• [DIRECTIONS FOR THIS TASK] Exactly the lines from the one containing "Task: Read the" through the one containing "I am building" in the listing below are to be copied, with the pictures left out.

• [RECORDS PROVIDED]
========================================
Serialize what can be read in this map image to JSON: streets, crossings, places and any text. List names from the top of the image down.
========================================
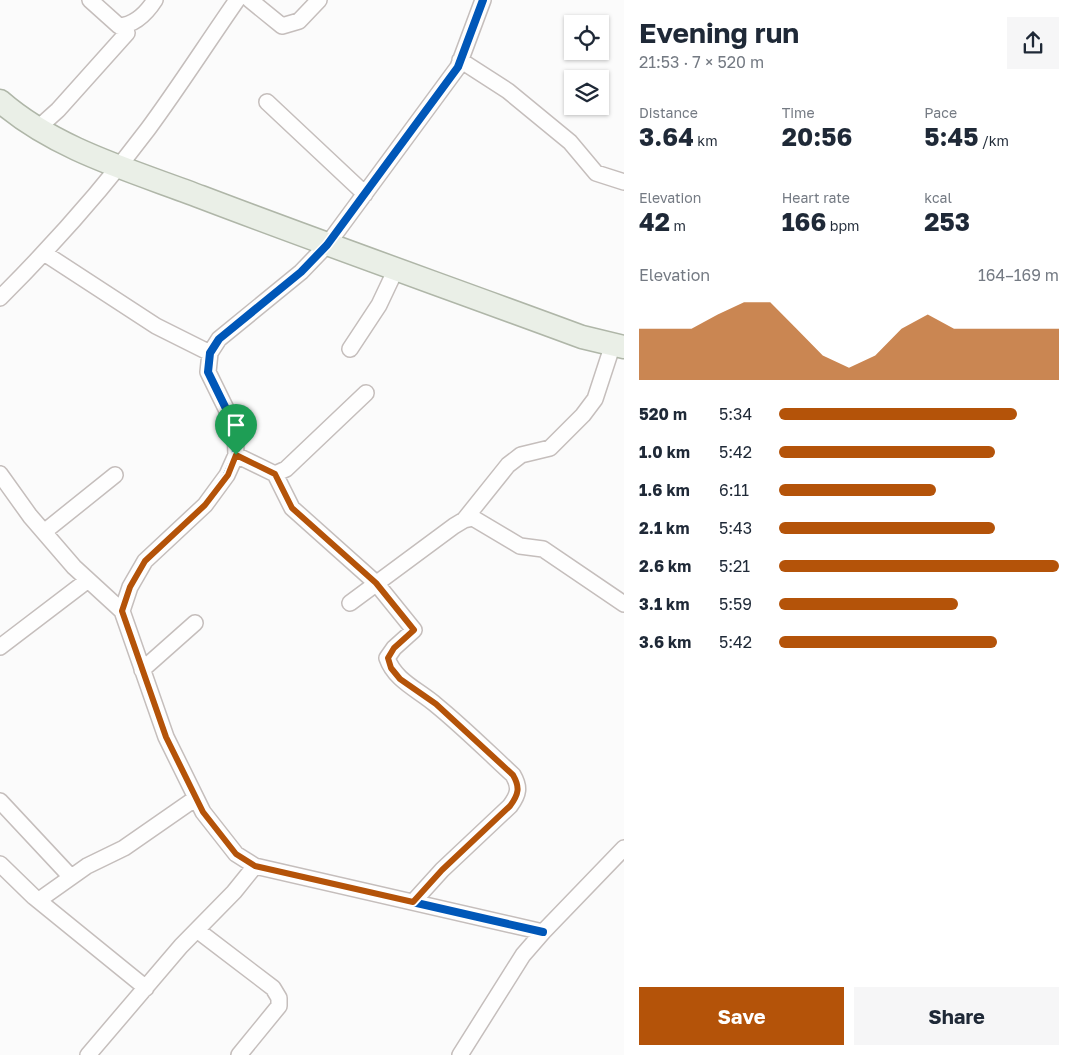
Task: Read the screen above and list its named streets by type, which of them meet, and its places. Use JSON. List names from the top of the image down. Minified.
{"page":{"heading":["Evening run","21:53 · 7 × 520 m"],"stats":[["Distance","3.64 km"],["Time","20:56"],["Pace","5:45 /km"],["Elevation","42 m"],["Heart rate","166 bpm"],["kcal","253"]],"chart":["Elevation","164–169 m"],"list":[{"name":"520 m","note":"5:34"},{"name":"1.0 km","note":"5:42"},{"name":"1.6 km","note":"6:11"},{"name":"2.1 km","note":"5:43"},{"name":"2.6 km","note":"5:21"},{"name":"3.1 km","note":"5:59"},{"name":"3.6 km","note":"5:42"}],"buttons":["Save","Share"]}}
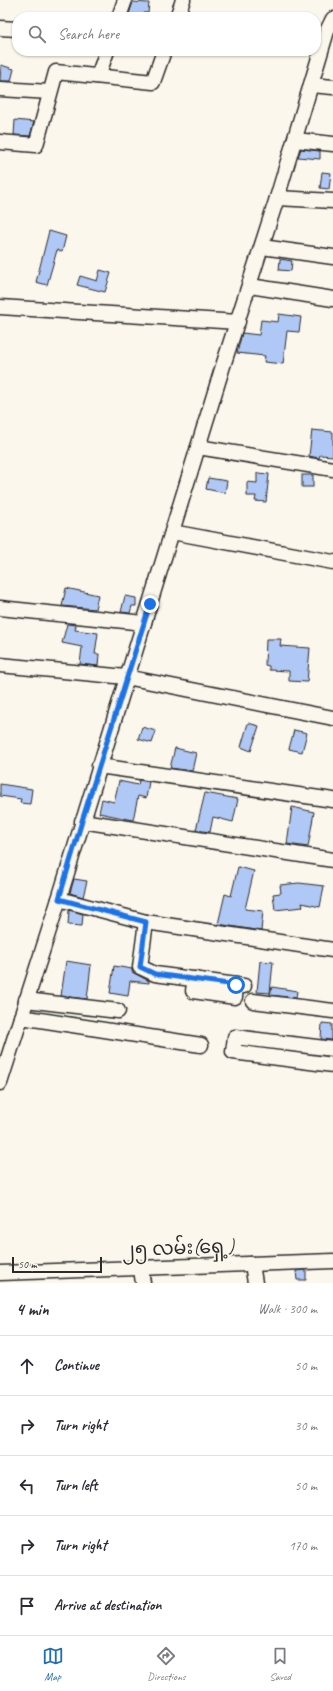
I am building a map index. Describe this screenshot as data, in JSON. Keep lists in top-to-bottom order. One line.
========================================
• [RESULT]
Task: Read the screen above and list its named streets by type, which of them meet, and its places. Use JSON. List names from the top of the image down. Minified.
{"page":{"heading":["Evening run","21:53 · 7 × 520 m"],"stats":[["Distance","3.64 km"],["Time","20:56"],["Pace","5:45 /km"],["Elevation","42 m"],["Heart rate","166 bpm"],["kcal","253"]],"chart":["Elevation","164–169 m"],"list":[{"name":"520 m","note":"5:34"},{"name":"1.0 km","note":"5:42"},{"name":"1.6 km","note":"6:11"},{"name":"2.1 km","note":"5:43"},{"name":"2.6 km","note":"5:21"},{"name":"3.1 km","note":"5:59"},{"name":"3.6 km","note":"5:42"}],"buttons":["Save","Share"]}}
I am building a map index. Describe this screenshot as data, in JSON. Keep lists in top-to-bottom order. One line.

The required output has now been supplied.